Supplied records —
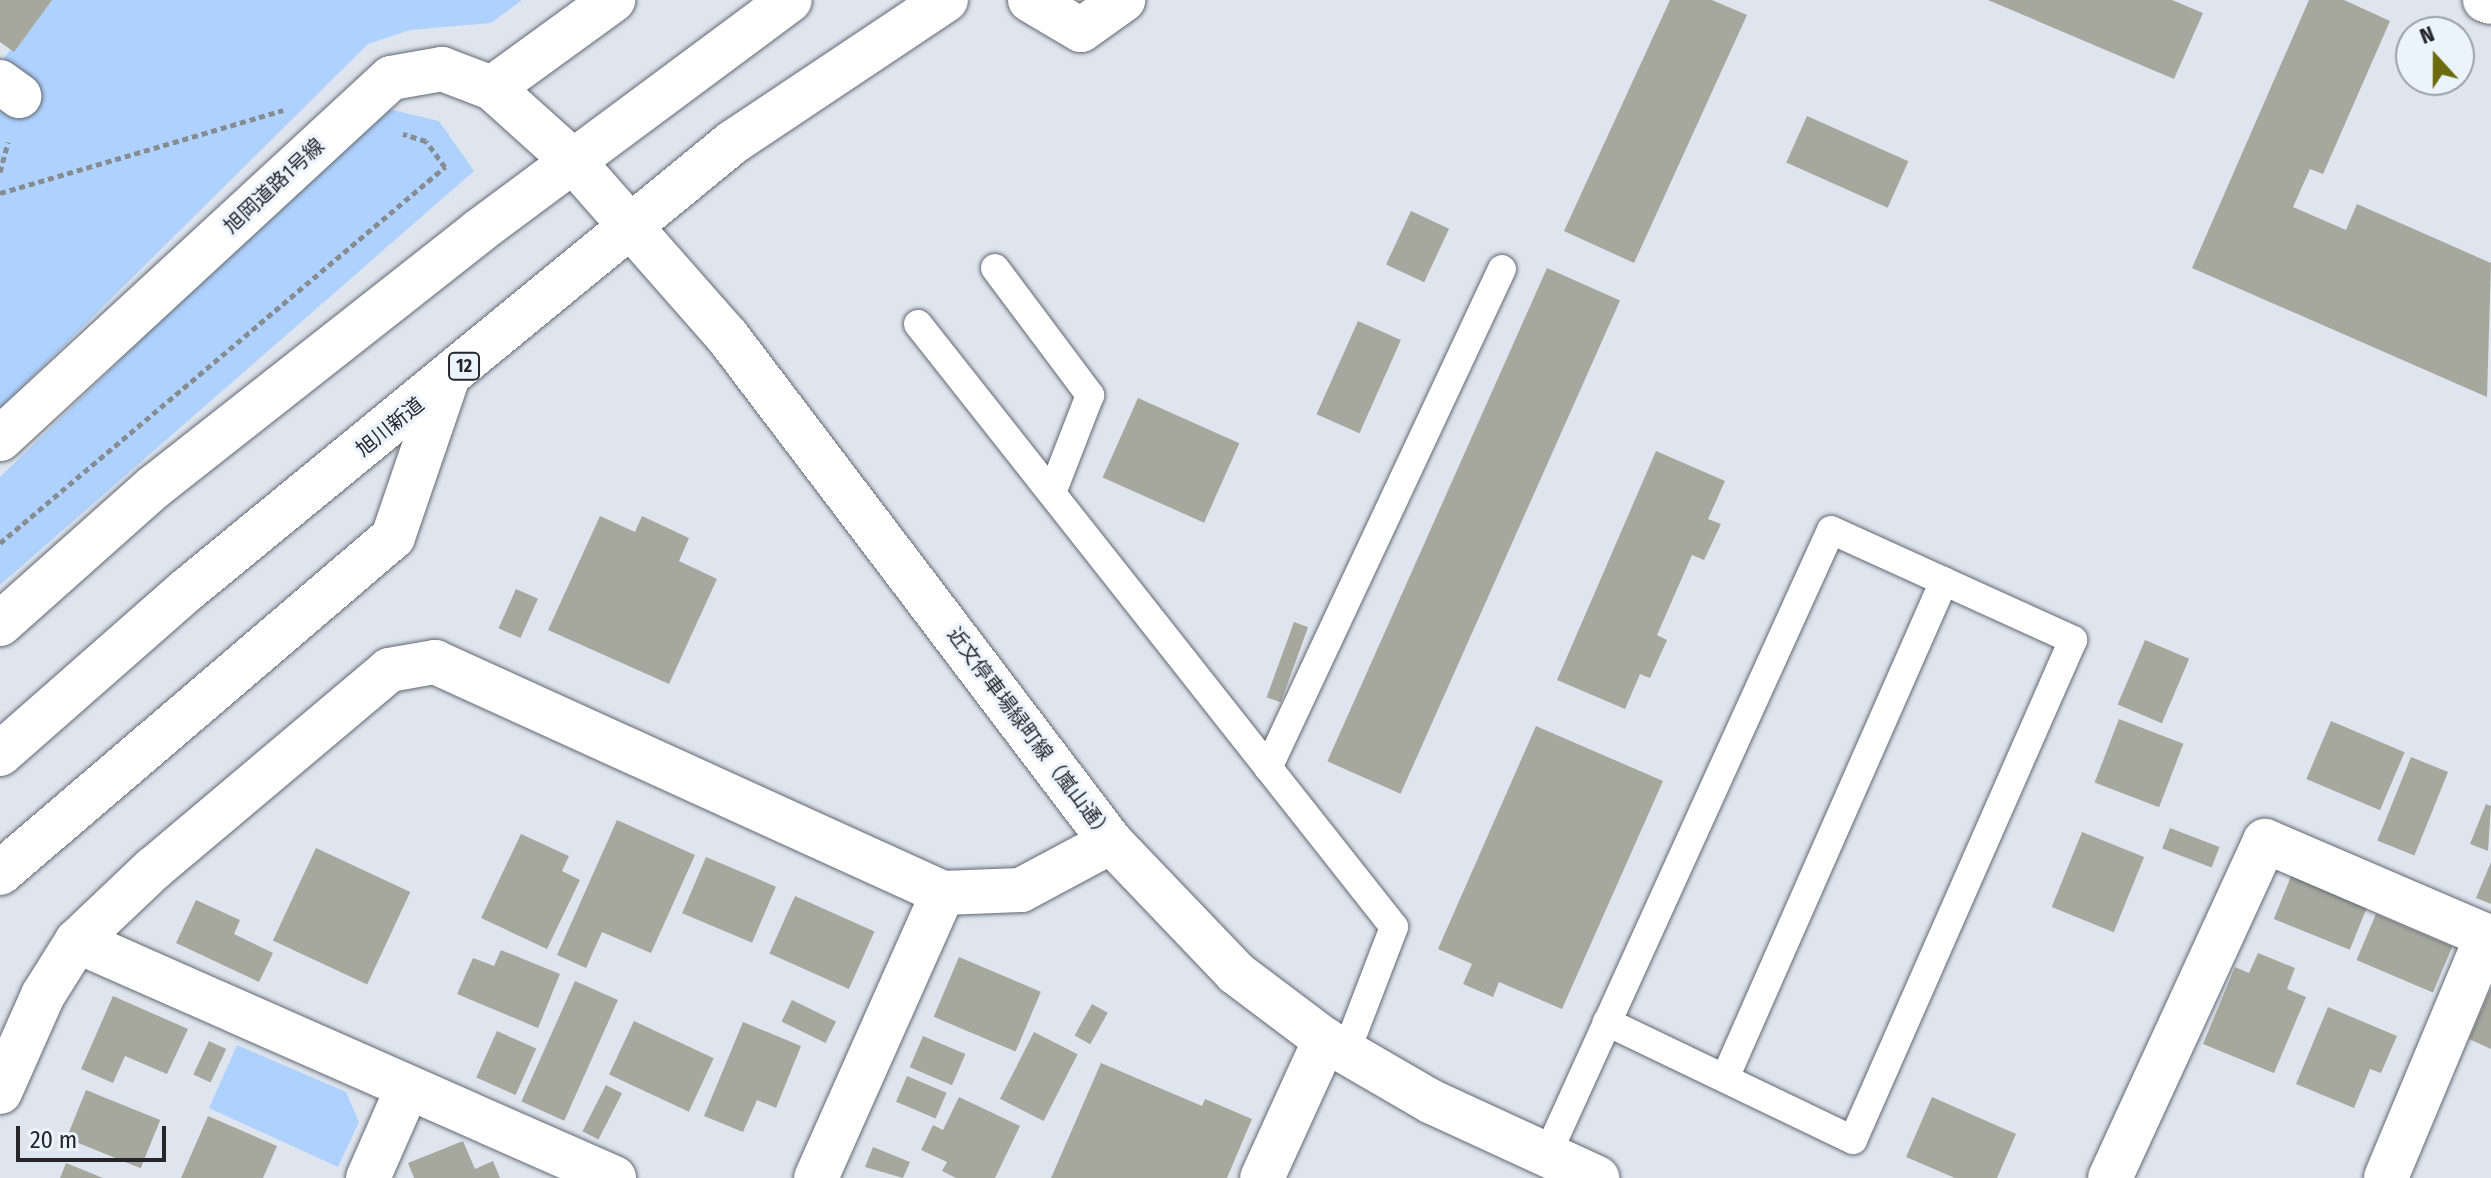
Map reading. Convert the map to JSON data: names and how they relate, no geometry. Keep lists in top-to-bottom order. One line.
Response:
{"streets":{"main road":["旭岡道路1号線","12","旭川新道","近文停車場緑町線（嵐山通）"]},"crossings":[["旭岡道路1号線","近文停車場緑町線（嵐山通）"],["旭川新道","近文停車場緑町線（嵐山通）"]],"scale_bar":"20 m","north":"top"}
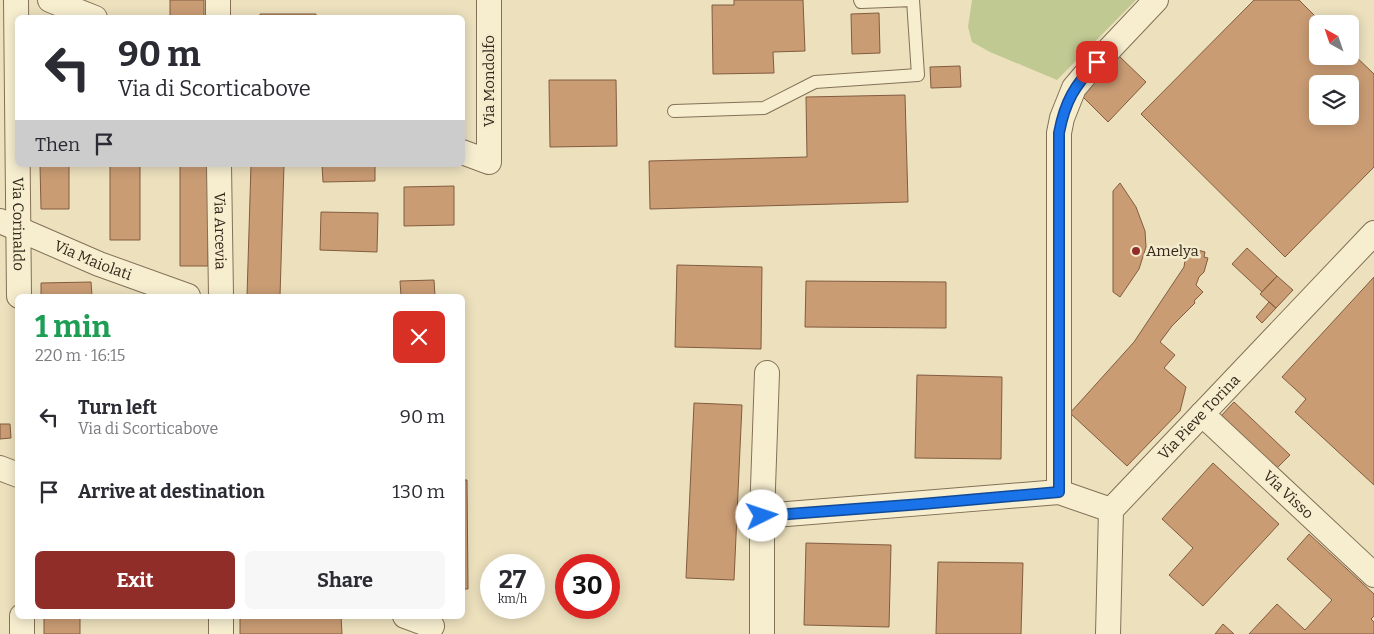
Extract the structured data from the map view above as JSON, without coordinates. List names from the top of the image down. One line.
---
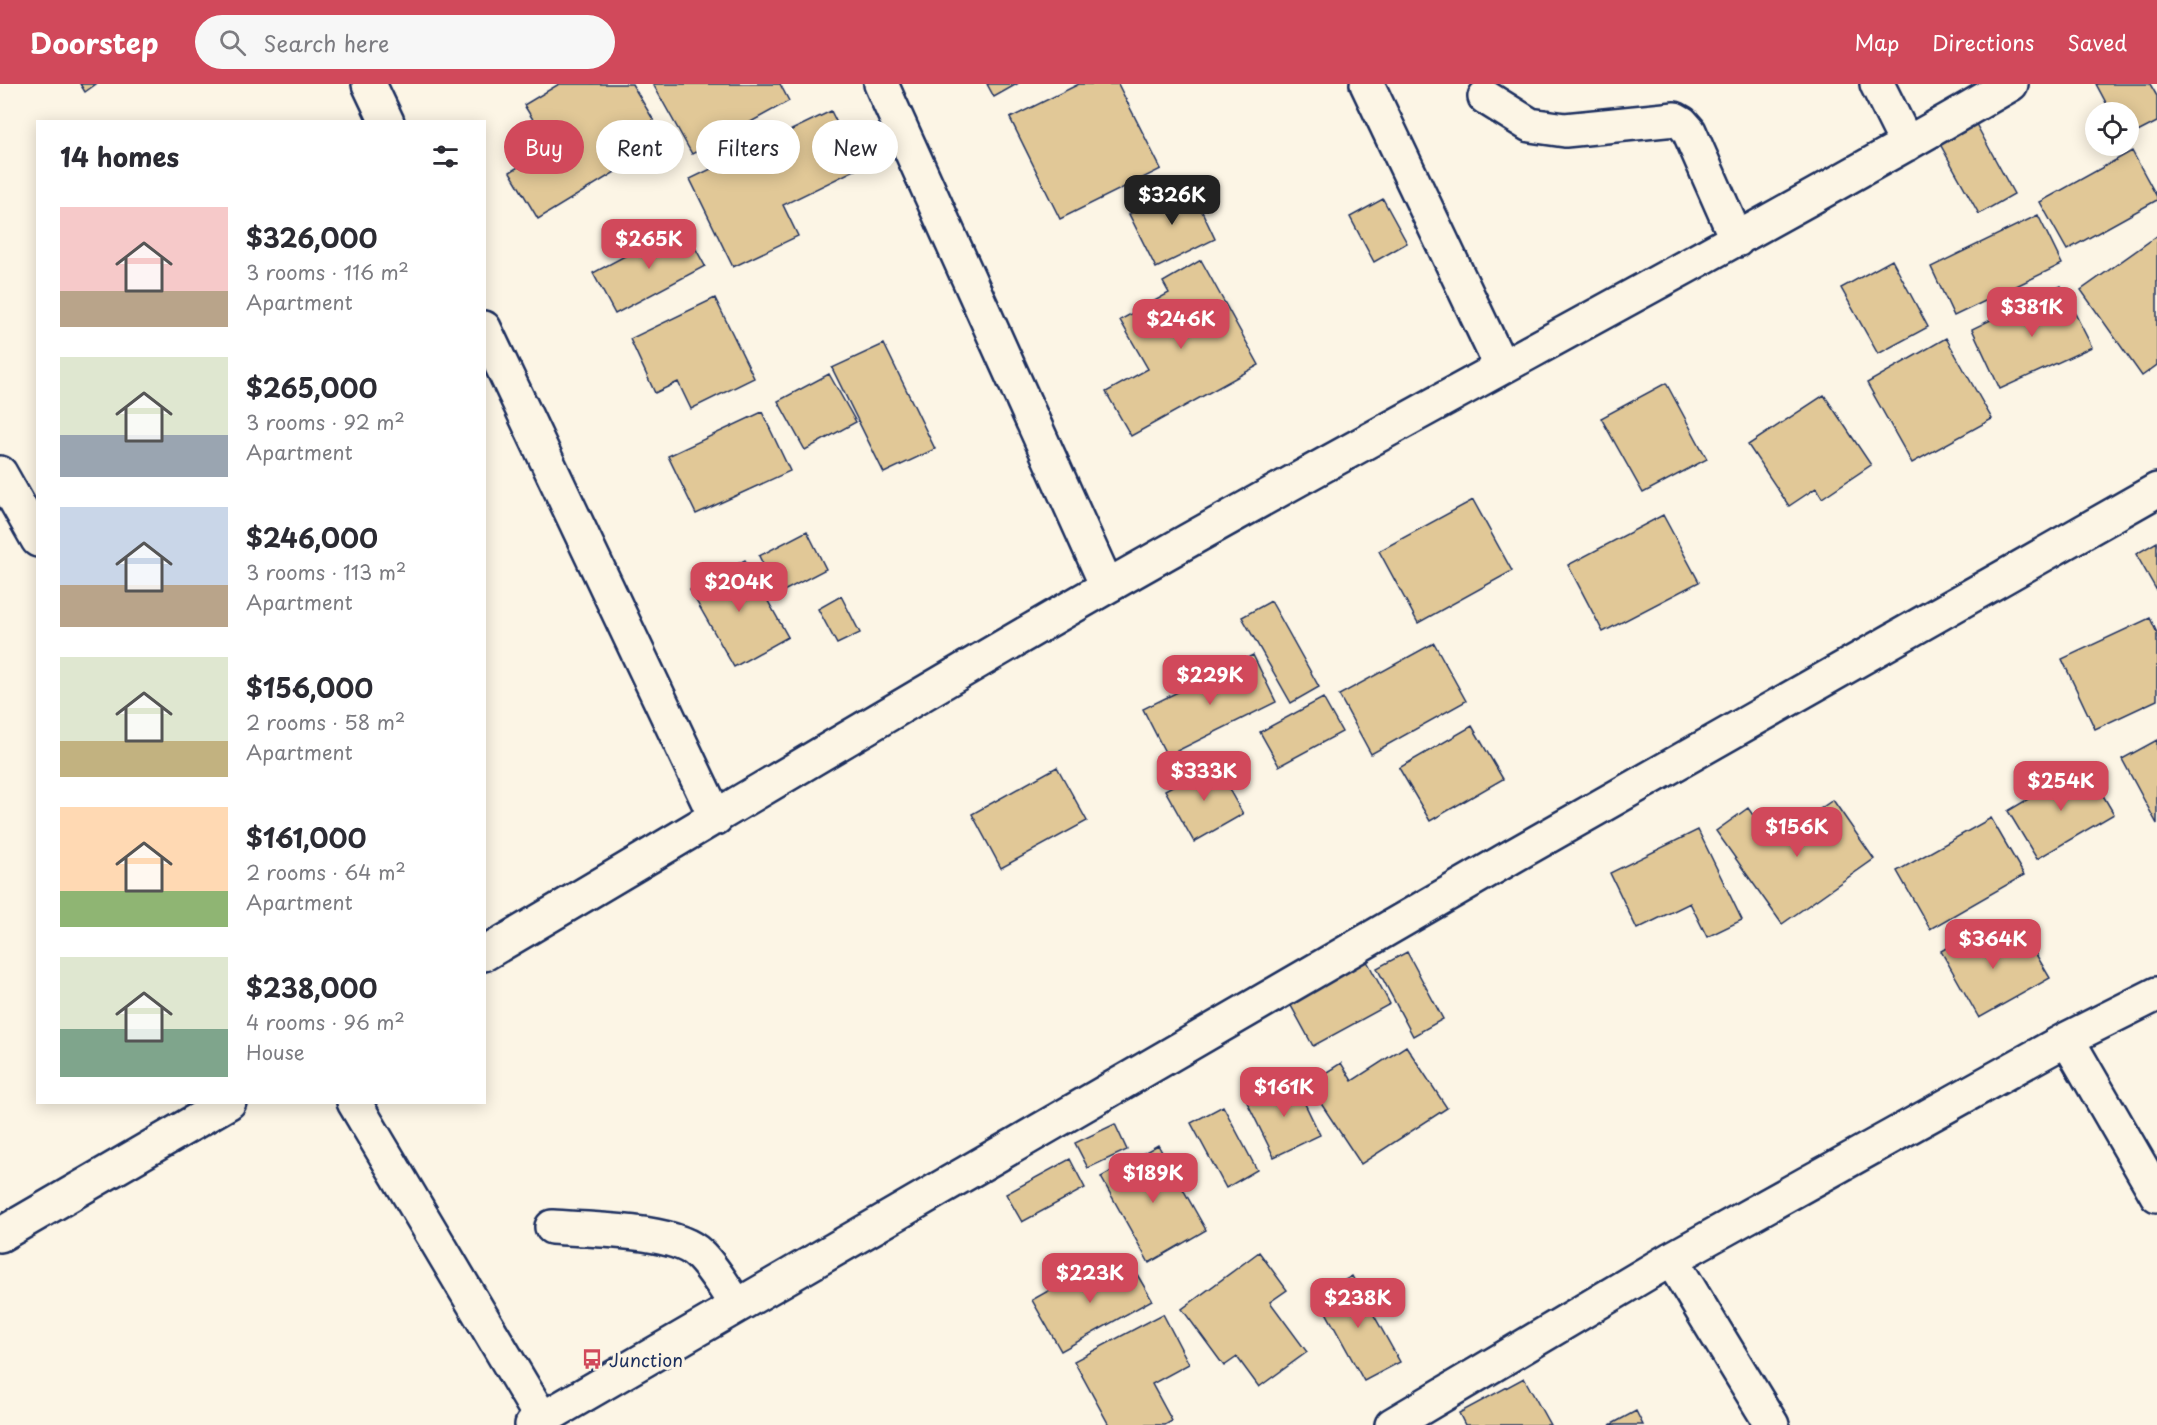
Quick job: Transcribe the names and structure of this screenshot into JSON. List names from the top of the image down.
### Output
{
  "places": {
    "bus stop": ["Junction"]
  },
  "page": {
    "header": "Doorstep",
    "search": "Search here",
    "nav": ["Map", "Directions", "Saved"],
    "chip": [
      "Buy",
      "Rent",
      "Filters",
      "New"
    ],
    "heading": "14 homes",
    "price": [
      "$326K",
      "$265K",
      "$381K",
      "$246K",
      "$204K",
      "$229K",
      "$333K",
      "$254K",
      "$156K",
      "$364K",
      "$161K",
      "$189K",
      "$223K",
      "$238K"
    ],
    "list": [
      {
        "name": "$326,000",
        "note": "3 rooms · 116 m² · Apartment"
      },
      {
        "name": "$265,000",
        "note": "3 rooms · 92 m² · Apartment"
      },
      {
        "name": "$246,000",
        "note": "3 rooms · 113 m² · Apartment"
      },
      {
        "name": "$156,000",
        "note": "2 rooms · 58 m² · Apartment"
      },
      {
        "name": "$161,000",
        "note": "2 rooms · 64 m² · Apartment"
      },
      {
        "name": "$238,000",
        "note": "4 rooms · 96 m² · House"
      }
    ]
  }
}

What needs to be done — Using the records above, return verbatim only the part that opens with the line containing "Map reading. Convert" and closes with the line containing "Extract the structured"; pictures stay out.

Solution below —
Map reading. Convert the map to JSON data: names and how they relate, no geometry. Keep lists in top-to-bottom order. One line.
Response:
{"streets":{"main road":["旭岡道路1号線","12","旭川新道","近文停車場緑町線（嵐山通）"]},"crossings":[["旭岡道路1号線","近文停車場緑町線（嵐山通）"],["旭川新道","近文停車場緑町線（嵐山通）"]],"scale_bar":"20 m","north":"top"}
Extract the structured data from the map view above as JSON, without coordinates. List names from the top of the image down. One line.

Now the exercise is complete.